If you are a teacher, you may explain certain things to
your students, only to have them say you never explained the thing or never
told them about it at all.
I know I have people tell me I never say on which day of
the week our Christmas Eve service will be – among other things.
Of course, this is more serious, because God gave His
Word to His people and told them to observe and obey it. We are told to know the Word of God and to
obey it – and we don’t.
Understand, all mere humans are sinners, that’s not what
we are saying here. The point is that
they and we tend to ignore the Word of God.
We come to worship and hear the Word of God read, and then we never have
any contact with it during the week, and we forget and do not practice what we
hear in worship.
The answer, of course, if we do believe that the Bible is
the Word of God, is to be in the Word during the week – every day reading
something – meditating on it – discussing it with others, and seeking to live
out whatever God’s Word says to do. We
are a people who believe that right doctrine leads to right action, so if we
are not doing what is right – as a habit – then we don’t understand or haven’t
actually heard the right doctrine that has been put before us.
Israel had the prophets and the priests. Attending worship was a regular part of
life. They memorized God’s Word because
they didn’t have Bibles to carry around.
But it didn’t sink in – it didn’t change them.
In Malachi’s day, Israel was similarly condemned for
their not internalizing and obeying God’s Word:
“For the lips of a priest should guard knowledge, and
people should seek instruction from his mouth, for he is the messenger of the
LORD of hosts” (Malachi 2:7, ESV).
Isaiah continues:
“The
LORD was pleased, for his righteousness' sake, to magnify his law and make it
glorious.“
God’s
Word – His Law – should never be understood to be a heavy burden – to be
onerous.

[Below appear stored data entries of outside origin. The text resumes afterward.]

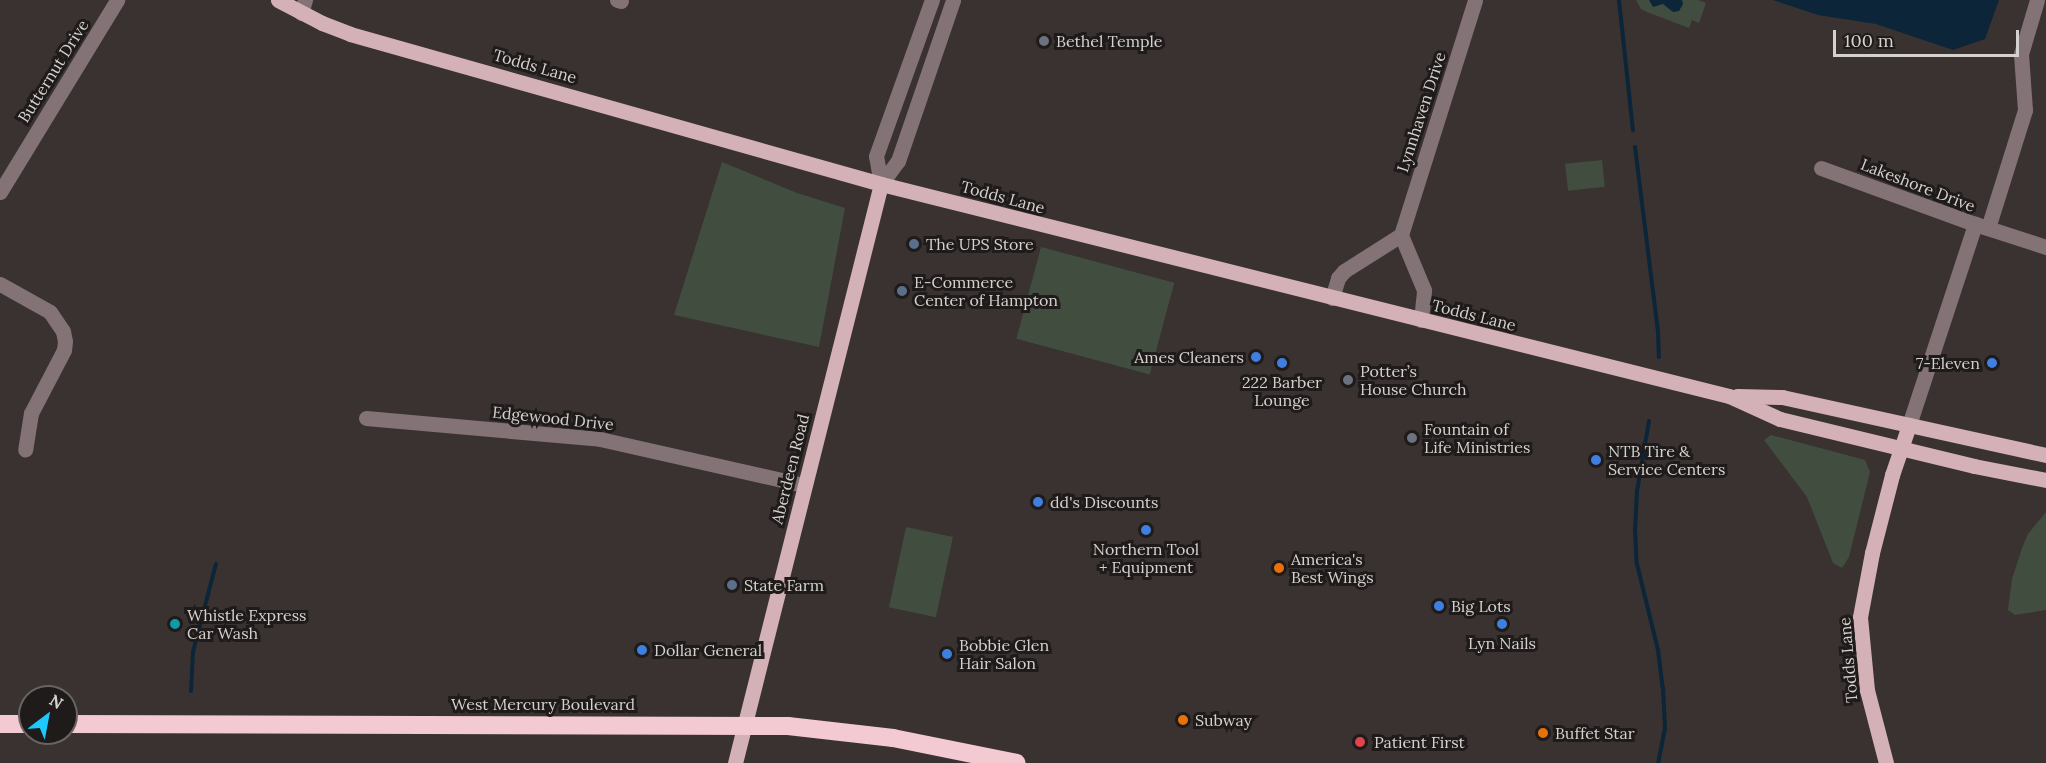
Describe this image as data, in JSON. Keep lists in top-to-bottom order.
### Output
{
  "streets": {
    "highway": ["West Mercury Boulevard"],
    "main road": ["Todds Lane", "Aberdeen Road"],
    "street": [
      "Butternut Drive",
      "Lynnhaven Drive",
      "Lakeshore Drive",
      "Edgewood Drive"
    ]
  },
  "crossings": [
    ["Todds Lane", "Lakeshore Drive"],
    ["Todds Lane", "Aberdeen Road"],
    ["Edgewood Drive", "Aberdeen Road"],
    ["Aberdeen Road", "West Mercury Boulevard"]
  ],
  "places": [
    "Bethel Temple",
    "The UPS Store",
    "E-Commerce Center of Hampton",
    "Ames Cleaners",
    "222 Barber Lounge",
    "7-Eleven",
    "Potter’s House Church",
    "Fountain of Life Ministries",
    "NTB Tire & Service Centers",
    "dd's Discounts",
    "Northern Tool + Equipment",
    "America's Best Wings",
    "State Farm",
    "Big Lots",
    "Whistle Express Car Wash",
    "Lyn Nails",
    "Dollar General",
    "Bobbie Glen Hair Salon",
    "Subway",
    "Buffet Star",
    "Patient First"
  ],
  "scale_bar": "100 m",
  "north": "top right"
}
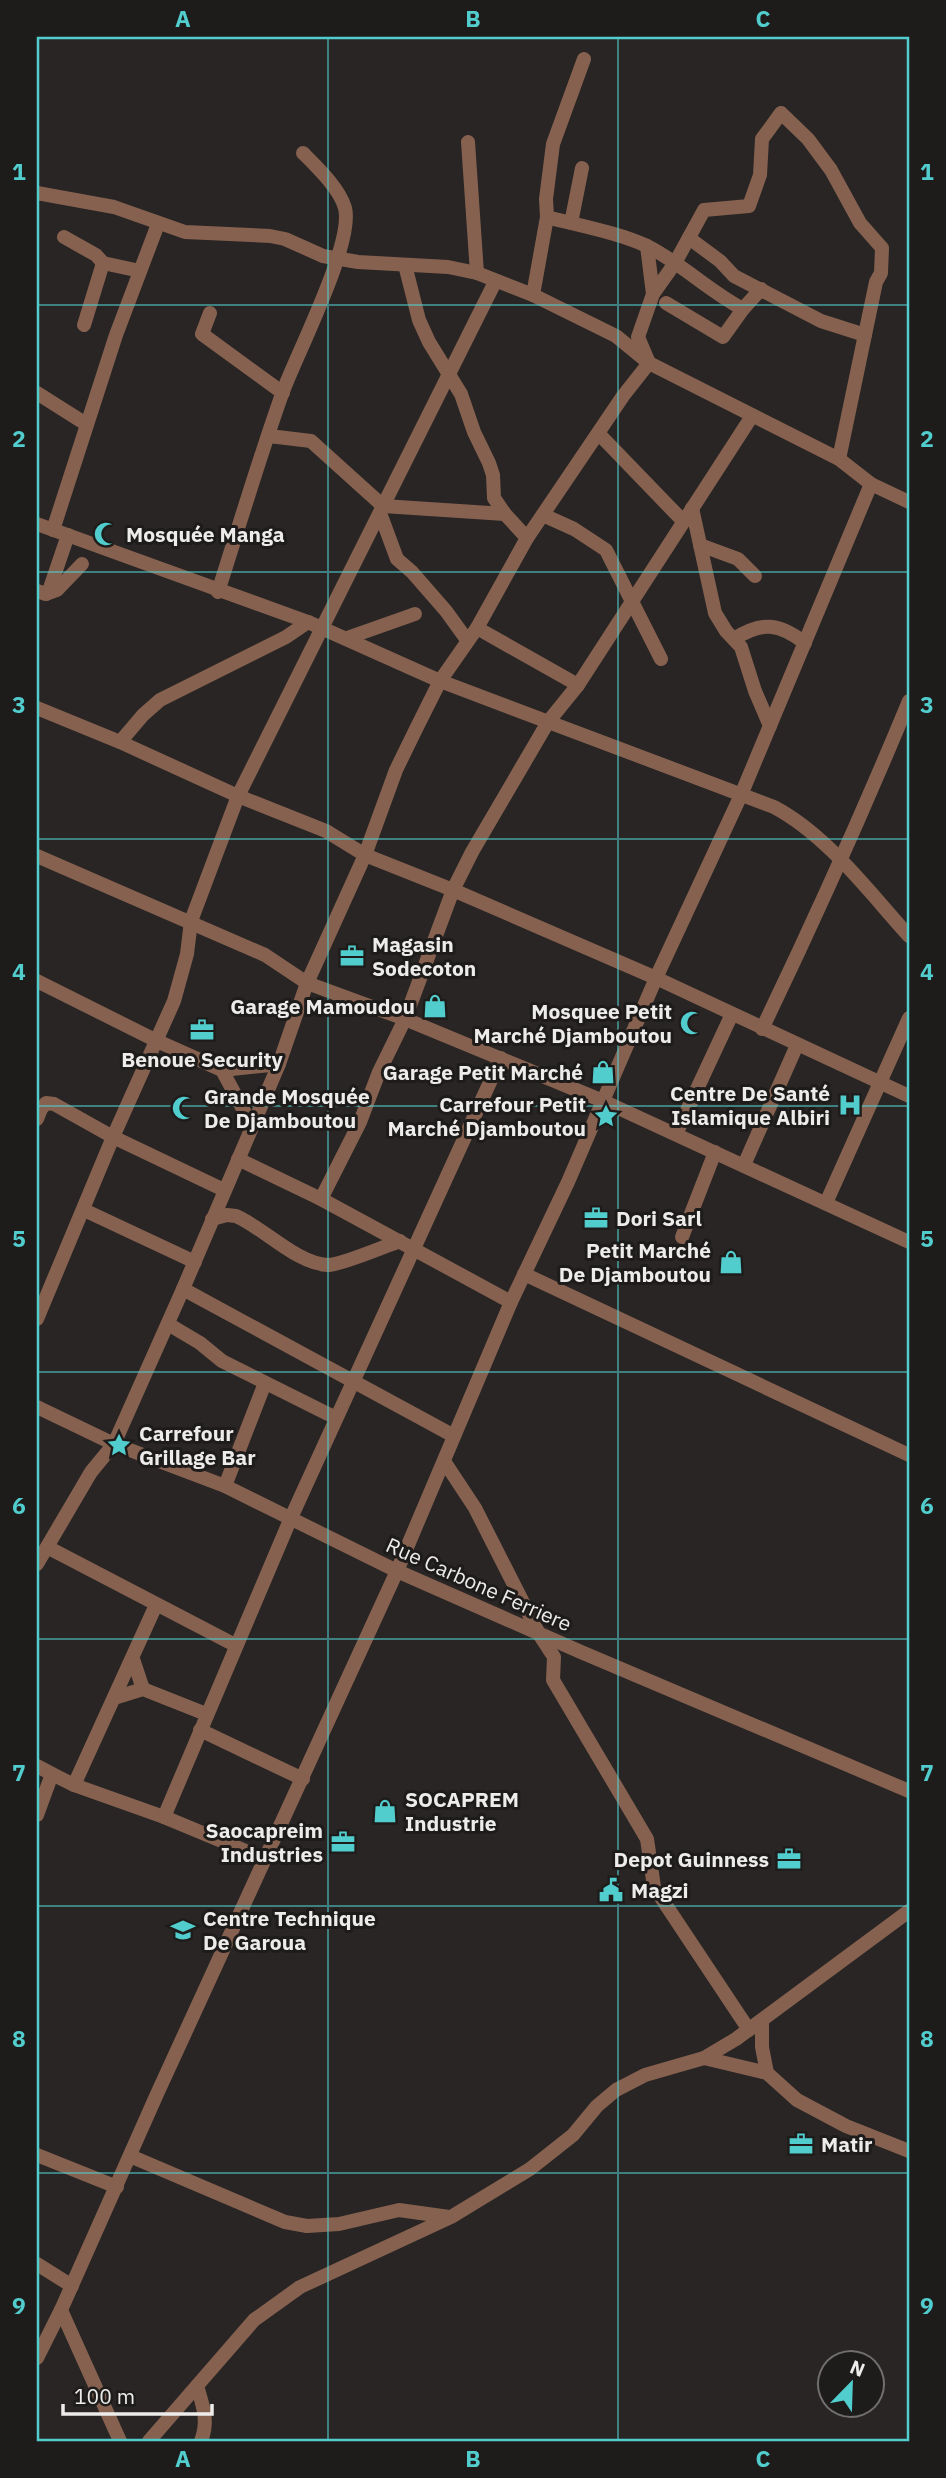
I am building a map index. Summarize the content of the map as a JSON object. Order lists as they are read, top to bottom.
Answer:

Rather, for the sake of God’s
Righteousness, He made His Law beautiful and revelatory of Who He is.
David
writes about this in Psalm 19:
“The
law of the LORD is perfect, reviving the soul; the testimony of the LORD is
sure, making wise the simple; the precepts of the LORD are right, rejoicing the
heart; the commandment of the LORD is pure, enlightening
the eyes; the fear of the LORD is clean, enduring forever; the rules of the
LORD are true, and righteous altogether. More to be desired are they than gold,
even much fine gold; sweeter also than honey and drippings of the honeycomb.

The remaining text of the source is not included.